Unexpected multiprocessing behavior with omitted lock

Question:

I have the following code, all pretty simple:

from multiprocessing import Process, Lock
from multiprocessing.managers import BaseManager


class DatabaseConnection:
    def __init__(self, conn_id):
        self.id = conn_id

    def __repr__(self):
        return f'connection(id={self.id})'

class DatabaseConnectionPool:
    def __init__(self):
        self.mutex = Lock()
        self.max_connections = 10
        self.ready_pool = [DatabaseConnection(i) for i in range(self.max_connections)]
        self.leased_pool = []

    def get(self):
        if not self.ready_pool:
            raise Exception('no connections available')
    
        conn = self.ready_pool[-1]
        self.ready_pool.pop()
        self.leased_pool.append(conn)

        return conn


class Manager(BaseManager): pass

Manager.register('DatabaseConnectionPool', DatabaseConnectionPool)

def proc(pool):
    try:
        conn = pool.get()
        print(f'leased {conn}')
    except:
        print(f'failed to lease connection')

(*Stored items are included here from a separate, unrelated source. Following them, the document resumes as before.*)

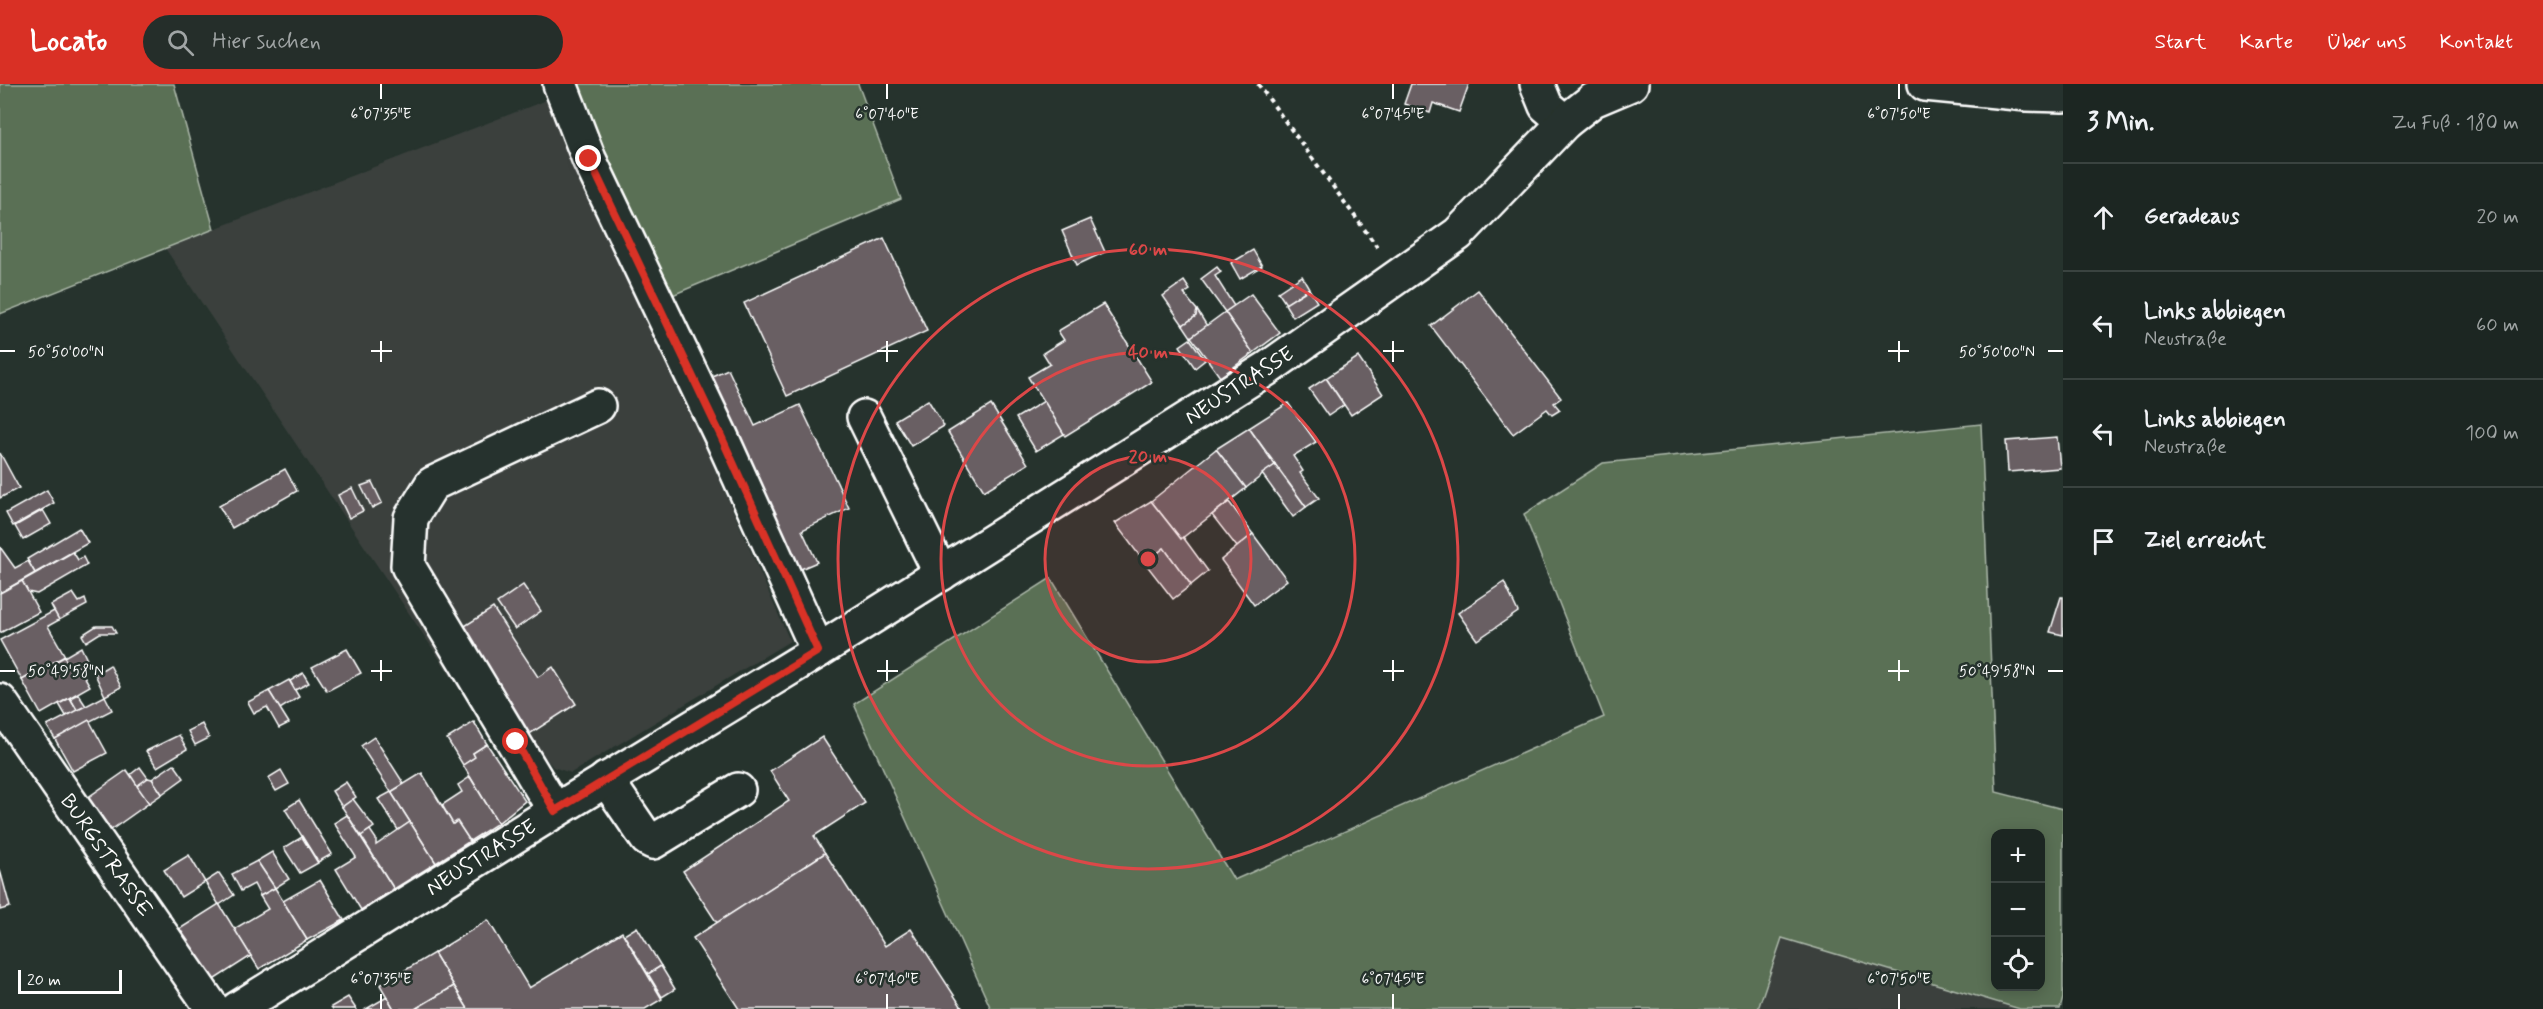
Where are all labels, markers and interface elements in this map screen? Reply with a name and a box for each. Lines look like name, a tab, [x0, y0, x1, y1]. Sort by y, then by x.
search box	[143, 15, 563, 69]
text: Locato	[30, 24, 107, 61]
icon: search	[164, 26, 197, 59]
text: Hier suchen	[212, 28, 321, 56]
text: Start	[2155, 28, 2207, 56]
text: Karte	[2240, 28, 2293, 56]
text: Über uns	[2326, 28, 2406, 56]
text: Kontakt	[2439, 28, 2513, 56]
text: 6°07'35"E	[351, 105, 412, 125]
text: 6°07'40"E	[855, 105, 919, 125]
text: 6°07'45"E	[1362, 105, 1425, 125]
text: 6°07'50"E	[1867, 105, 1931, 125]
text: 3 Min.	[2087, 106, 2155, 140]
text: Zu Fuß · 180 m	[2392, 110, 2519, 137]
route end	[575, 145, 601, 171]
icon: ahead	[2087, 201, 2120, 234]
text: Geradeaus	[2144, 203, 2239, 231]
text: 20 m	[2476, 204, 2519, 231]
text: 60 m	[1129, 238, 1167, 262]
text: Links abbiegen	[2144, 298, 2286, 326]
icon: left	[2087, 309, 2120, 342]
text: 60 m	[2476, 312, 2519, 339]
text: Neustraße	[2144, 326, 2227, 353]
street label: NEUSTRASSE	[1180, 340, 1300, 432]
text: 40 m	[1128, 341, 1168, 365]
text: 50°50'00"N	[28, 343, 104, 363]
text: 50°50'00"N	[1959, 343, 2035, 363]
text: Links abbiegen	[2144, 406, 2286, 434]
icon: left	[2087, 417, 2120, 450]
text: 100 m	[2465, 420, 2519, 447]
text: Neustraße	[2144, 434, 2227, 461]
text: 20 m	[1129, 445, 1167, 469]
icon: arrive	[2087, 525, 2120, 558]
text: Ziel erreicht	[2144, 527, 2266, 555]
centre of rings	[1138, 549, 1158, 569]
text: 50°49'58"N	[28, 662, 104, 682]
text: 50°49'58"N	[1959, 662, 2035, 682]
route start	[502, 728, 528, 754]
street label: BURGSTRASSE	[53, 789, 159, 923]
street label: NEUSTRASSE	[421, 813, 542, 903]
map controls	[1991, 829, 2045, 991]
button: +	[1991, 829, 2045, 883]
button: −	[1991, 883, 2045, 937]
button: locate	[1991, 937, 2045, 991]
scale bar	[18, 967, 122, 994]
text: 20 m	[27, 970, 61, 991]
text: 6°07'35"E	[351, 970, 412, 990]
text: 6°07'40"E	[855, 970, 919, 990]
text: 6°07'45"E	[1362, 970, 1425, 990]
text: 6°07'50"E	[1867, 970, 1931, 990]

if __name__ == '__main__':

    manager = Manager()
    manager.start()
    pool = manager.DatabaseConnectionPool()

    procs = []
    for _ in range(11):
        p = Process(target=proc, args=(pool,))
        procs.append(p)
        p.start()

    for p in procs:
        p.join()

when I run this, I get:

leased connection(id=9)
leased connection(id=8)
leased connection(id=7)
leased connection(id=6)
leased connection(id=5)
leased connection(id=4)
leased connection(id=3)
leased connection(id=2)
leased connection(id=1)
leased connection(id=0)
failed to lease connection

I am essentially creating a DatabaseConnectionPool class shared across a bunch of processes, then having each process retrieve a DatabaseConnection object from the pool, expecting this to cause a race condition but I can’t seem to provoke one here.

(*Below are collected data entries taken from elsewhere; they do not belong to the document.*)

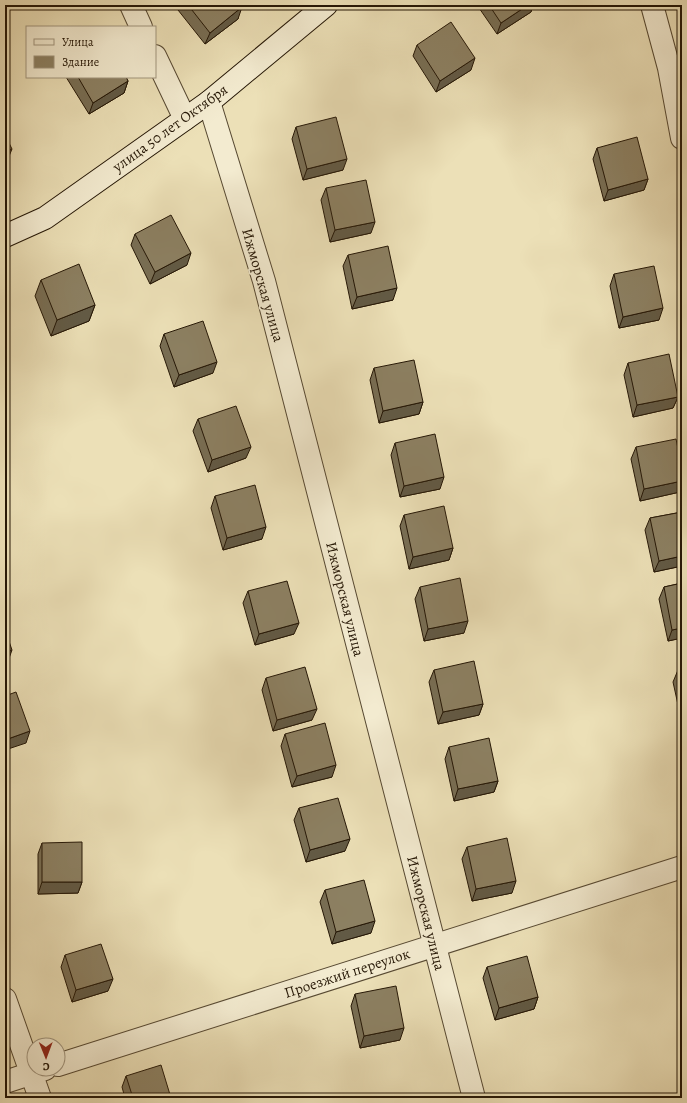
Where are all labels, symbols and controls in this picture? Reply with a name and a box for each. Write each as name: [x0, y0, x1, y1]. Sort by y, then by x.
legend: [26, 26, 156, 78]
text: Улица: [62, 34, 94, 50]
text: Здание: [62, 54, 99, 70]
street label: улица 50 лет Октября: [108, 80, 231, 177]
street label: Ижморская улица: [237, 226, 289, 344]
street label: Ижморская улица: [321, 540, 369, 659]
street label: Ижморская улица: [402, 854, 450, 973]
street label: Проезжий переулок: [282, 943, 413, 1003]
north arrow: [26, 1037, 66, 1077]
text: С: [42, 1059, 50, 1074]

Specifically, I would expect the line conn = self.ready_pool[-1] to result in a race condition such that some processes return connections with duplicated ids since I don’t have a mutex around the DatabaseConnectionPool.Get() method.

Am I understanding something wrong here? Since the DatabaseConnectionPool is shared, each process is pulling from the same list and the following two lines are not atomic (purposefully) as far as I know.

conn = self.ready_pool[-1]
self.ready_pool.pop()
Asked By: mlz7

||

Answers:

TLDR; there is indeed a race condition, but the complexity (overhead) of Manager relative to the speed of your example function get makes it extremely difficult to trigger.

"Since the DatabaseConnectionPool is shared": it’s not. You only share proxies to this object. When you call manager.start(), a new process is started which will hold all the actual instances that are "managed" by the manager. Calling your registered constructor: manager.DatabaseConnectionPool() will return a proxy to the instance which is created in the manager process.

These proxies are picklable, and therefore can easily be sent to other processes. When you call a method of one of these proxies, the method name and arguments are pickled and sent to the manager process where the call is actually performed, and then the results are pickled and sent back (remote procedure call).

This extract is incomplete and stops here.